*** Opening PROVIDED DATA ***
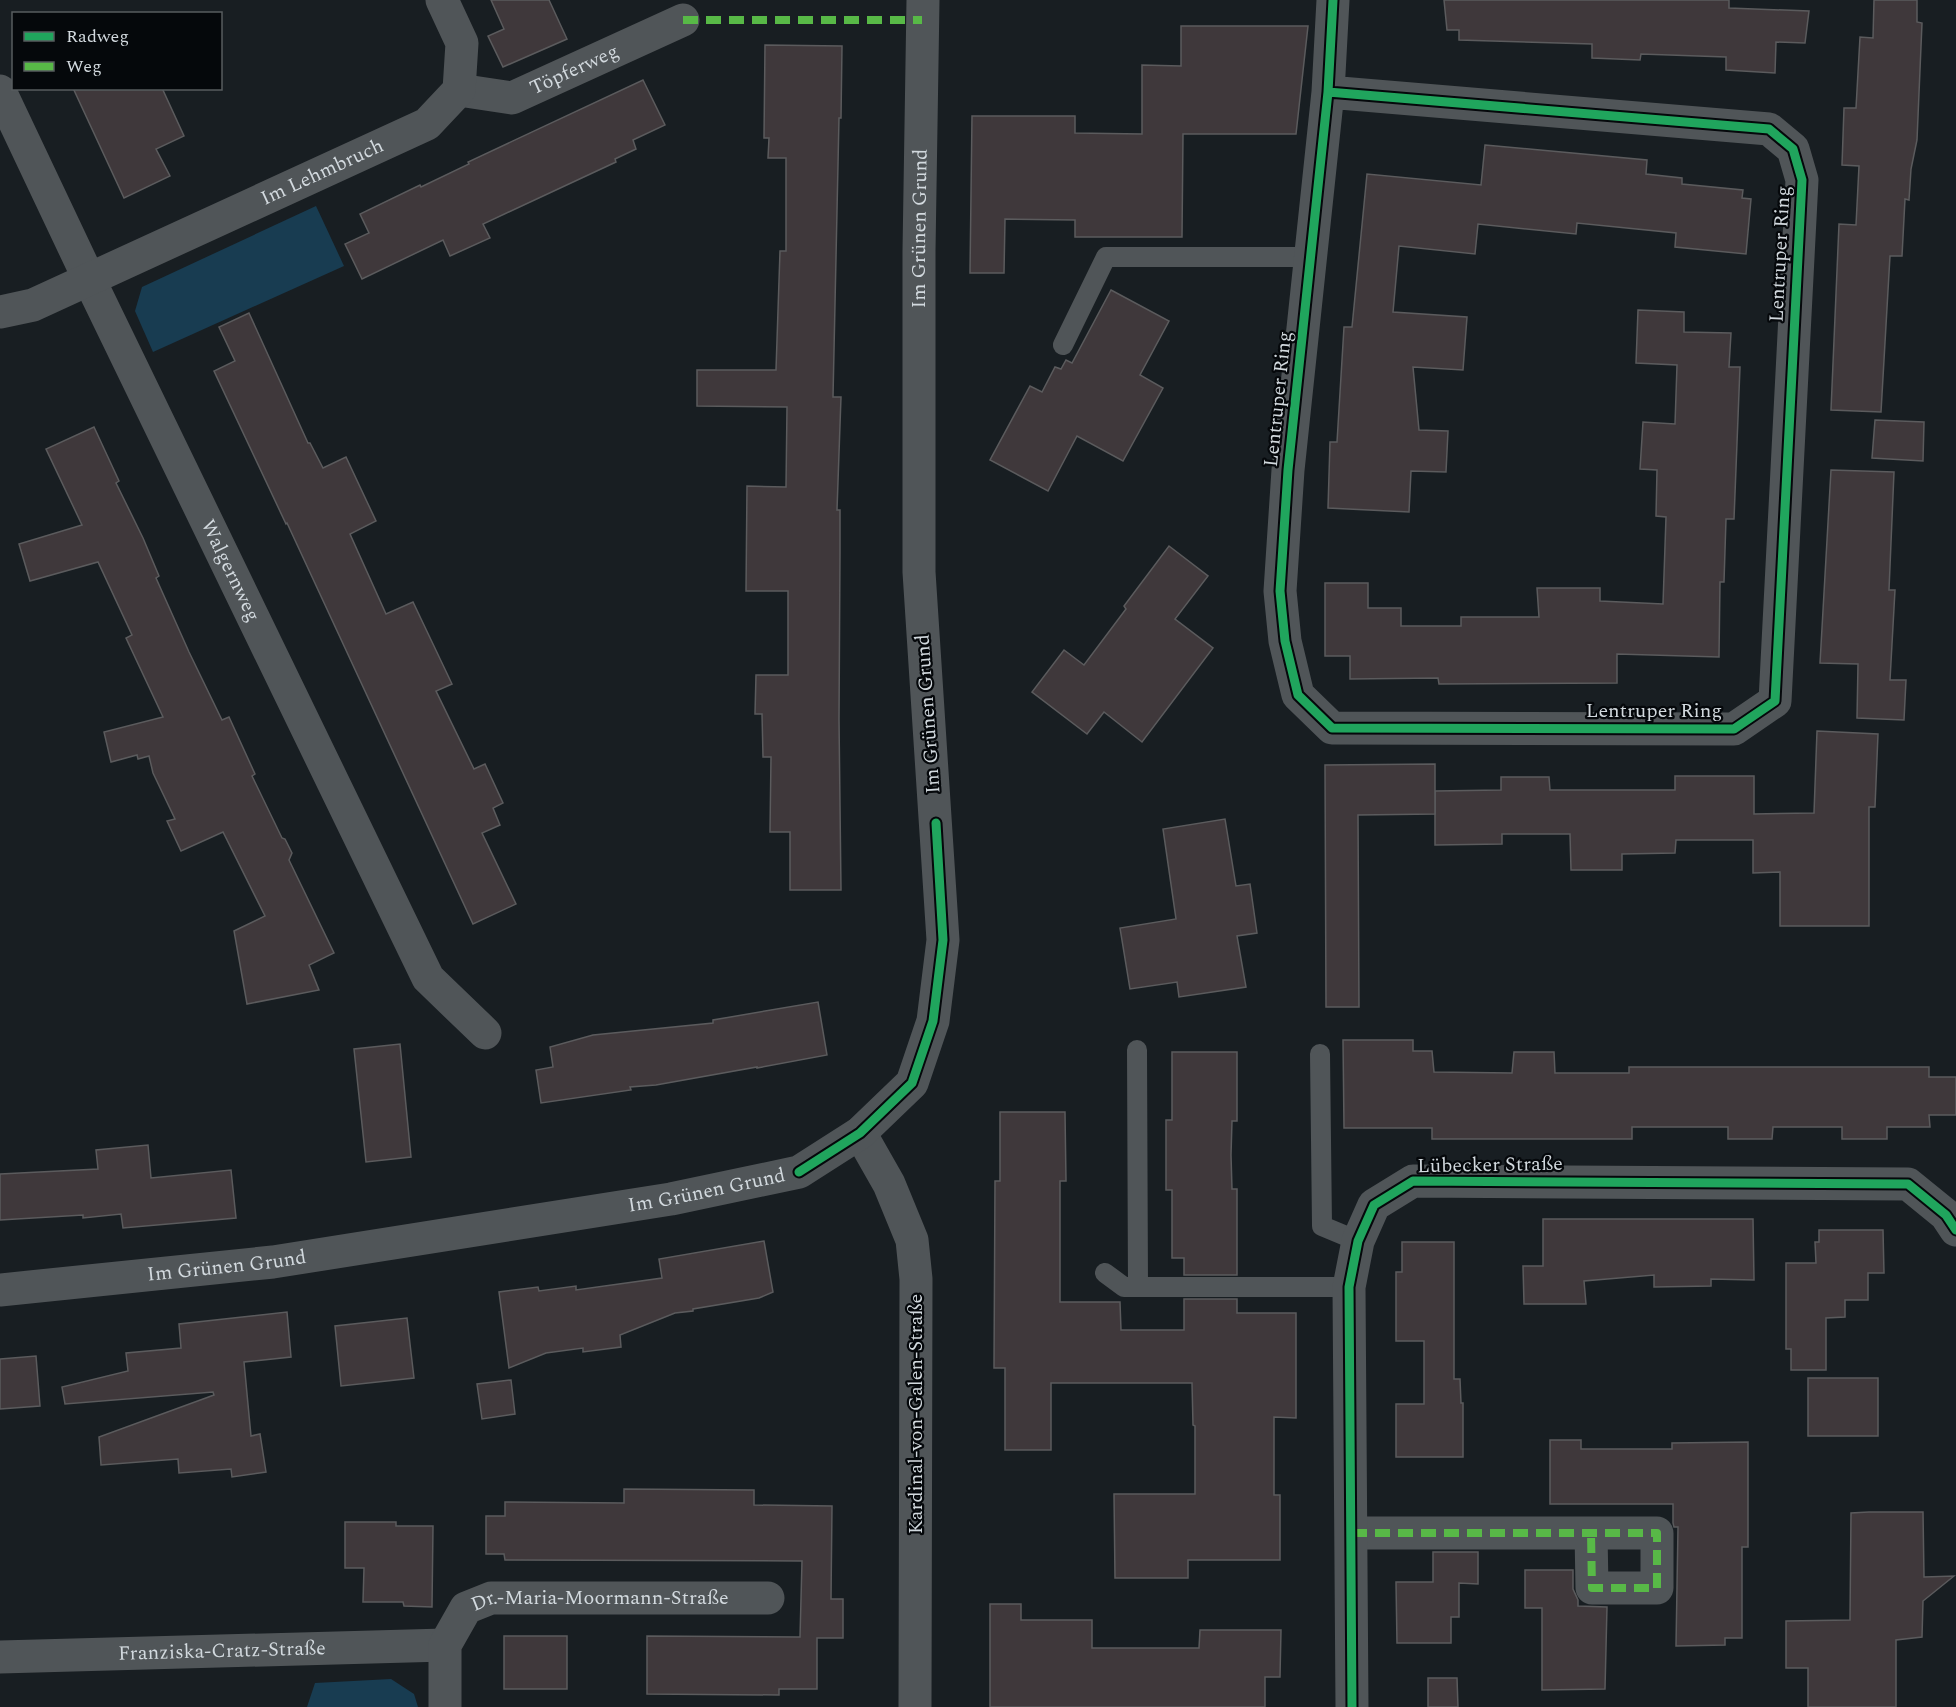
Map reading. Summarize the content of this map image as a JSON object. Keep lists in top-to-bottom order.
{
  "streets": {
    "street": [
      "Töpferweg",
      "Im Lehmbruch",
      "Im Grünen Grund",
      "Lentruper Ring",
      "Walgernweg",
      "Lübecker Straße",
      "Kardinal-von-Galen-Straße",
      "Dr.-Maria-Moormann-Straße",
      "Franziska-Cratz-Straße"
    ]
  },
  "crossings": [
    ["Töpferweg", "Im Lehmbruch"],
    ["Im Lehmbruch", "Walgernweg"],
    ["Im Grünen Grund", "Kardinal-von-Galen-Straße"],
    ["Dr.-Maria-Moormann-Straße", "Franziska-Cratz-Straße"]
  ],
  "legend": ["Radweg", "Weg"]
}
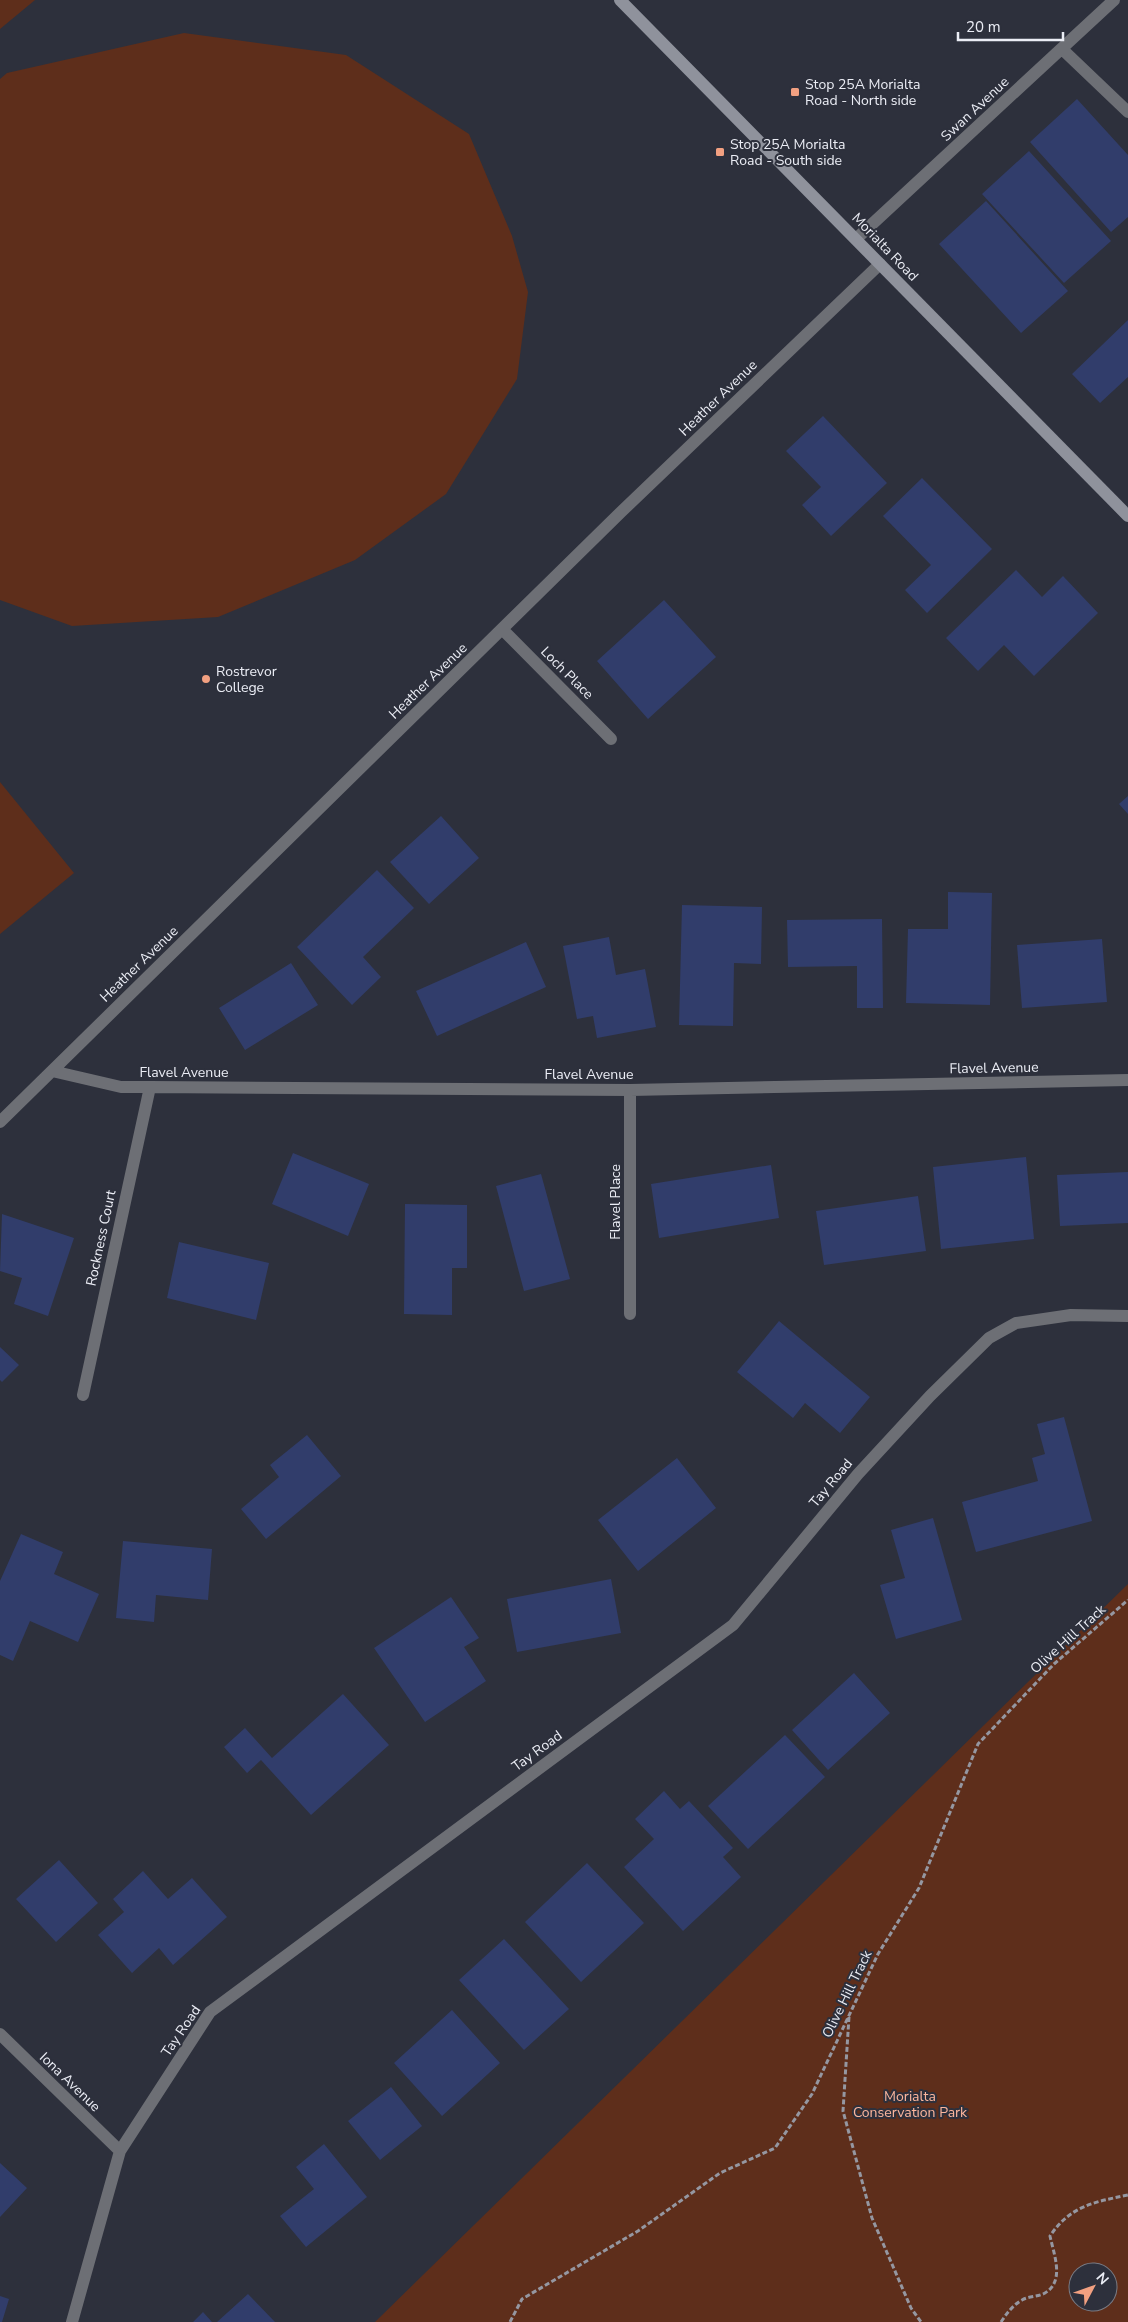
*** Closing PROVIDED DATA ***
Would you output the listing above verbatim, without its pictures?

Map reading. Summarize the content of this map image as a JSON object. Keep lists in top-to-bottom order.
{
  "streets": {
    "street": [
      "Töpferweg",
      "Im Lehmbruch",
      "Im Grünen Grund",
      "Lentruper Ring",
      "Walgernweg",
      "Lübecker Straße",
      "Kardinal-von-Galen-Straße",
      "Dr.-Maria-Moormann-Straße",
      "Franziska-Cratz-Straße"
    ]
  },
  "crossings": [
    ["Töpferweg", "Im Lehmbruch"],
    ["Im Lehmbruch", "Walgernweg"],
    ["Im Grünen Grund", "Kardinal-von-Galen-Straße"],
    ["Dr.-Maria-Moormann-Straße", "Franziska-Cratz-Straße"]
  ],
  "legend": ["Radweg", "Weg"]
}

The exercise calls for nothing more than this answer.